The cost of inaccuracy: Accuracy in counting drives cost control.
Overestimating usage can lead to buying licenses you don’t need (wasting budget on shelfware), while underestimating or under-reporting usage is even worse – it creates a compliance gap that might result in audit penalties later.
The goal is to report exactly what’s needed – no less and no more.

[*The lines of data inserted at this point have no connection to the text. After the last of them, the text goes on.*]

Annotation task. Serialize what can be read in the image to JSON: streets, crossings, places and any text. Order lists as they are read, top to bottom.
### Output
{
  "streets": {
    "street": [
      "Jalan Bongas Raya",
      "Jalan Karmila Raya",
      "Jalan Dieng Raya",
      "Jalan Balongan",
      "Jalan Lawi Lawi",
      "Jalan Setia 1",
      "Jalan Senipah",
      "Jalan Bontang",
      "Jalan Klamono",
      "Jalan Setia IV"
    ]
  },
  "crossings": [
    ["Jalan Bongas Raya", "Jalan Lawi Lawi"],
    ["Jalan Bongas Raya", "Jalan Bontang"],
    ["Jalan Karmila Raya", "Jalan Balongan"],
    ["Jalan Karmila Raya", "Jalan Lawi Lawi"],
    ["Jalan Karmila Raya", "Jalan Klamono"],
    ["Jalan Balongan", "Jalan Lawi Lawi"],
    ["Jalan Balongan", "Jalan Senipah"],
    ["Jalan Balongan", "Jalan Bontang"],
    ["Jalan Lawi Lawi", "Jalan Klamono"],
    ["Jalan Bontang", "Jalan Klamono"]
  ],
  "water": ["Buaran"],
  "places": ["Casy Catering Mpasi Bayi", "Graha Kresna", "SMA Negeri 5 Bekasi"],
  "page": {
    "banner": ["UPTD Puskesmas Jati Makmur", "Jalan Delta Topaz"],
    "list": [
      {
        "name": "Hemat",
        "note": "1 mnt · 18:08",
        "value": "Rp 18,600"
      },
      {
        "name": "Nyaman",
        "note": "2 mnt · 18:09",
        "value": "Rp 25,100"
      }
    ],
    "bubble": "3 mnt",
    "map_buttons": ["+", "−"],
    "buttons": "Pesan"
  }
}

To illustrate the impact of managing True-Ups proactively, consider the following comparison of outcomes:
Aspect | If Mismanaged (Reactive True-Up) | If Optimized (Proactive True-Up) |
---|---|---|
Budget Planning | Unplanned True-Up costs hit the finance team by surprise, with large last-minute payouts disrupting the IT budget. Leadership may be caught off-guard by a big bill because growth wasn’t tracked until the True-Up. | True-Up costs are anticipated and built into the budget. Regular tracking of license consumption means any growth is known and funded in advance. No surprises – CFO and executives are aware of expected increases well before year-end. |
Cost Efficiency | Risk of overspending on licenses that aren’t actually used (paying for departed employees or idle systems) due to lack of oversight. If usage was under-reported and later caught in an audit, costs spike with penalties or full list-price charges. | Maximized value from each license. Continual clean-up and optimization (reclaiming unused licenses, reassigning old ones) ensures you only purchase what’s truly needed. Staying compliant also avoids panic buys at higher prices – you pay the negotiated EA rate rather than any penalty rates. |
Compliance Risk | Higher risk of non-compliance. Missing a True-Up or under-reporting usage could trigger a Microsoft audit. An audit may impose back payments at full price, legal fees, and strain IT staff. The organization’s Microsoft relationship also suffers due to trust issues. | Strong compliance and peace of mind. By diligently trueing up annually, you demonstrate to Microsoft that your licensing is in order. This greatly reduces the likelihood of a formal audit. Even if audited, it becomes a routine check, not a firefight, because you’ve kept proper records and fulfilled obligations. |
Vendor Relationship | Chaotic True-Ups can erode Microsoft’s trust. Repeated licensing shortfalls or last-minute scrambles might lead Microsoft reps to be more rigid and pushy, seeing your company as disorganized. This can weaken your negotiating position at renewal if Microsoft perceives you as dependent on them to sort out compliance. | Improved partnership and leverage. Active license management builds credibility. Your Microsoft account team sees that you stay on top of compliance, allowing conversations to focus on strategic value rather than fixes. Come renewal, you negotiate from strength – armed with data and a track record of responsible management, which can encourage Microsoft to be more flexible with discounts or concessions. |
As the table shows, the Microsoft Enterprise Agreement True-Up shouldn’t just be an afterthought or a box-ticking exercise.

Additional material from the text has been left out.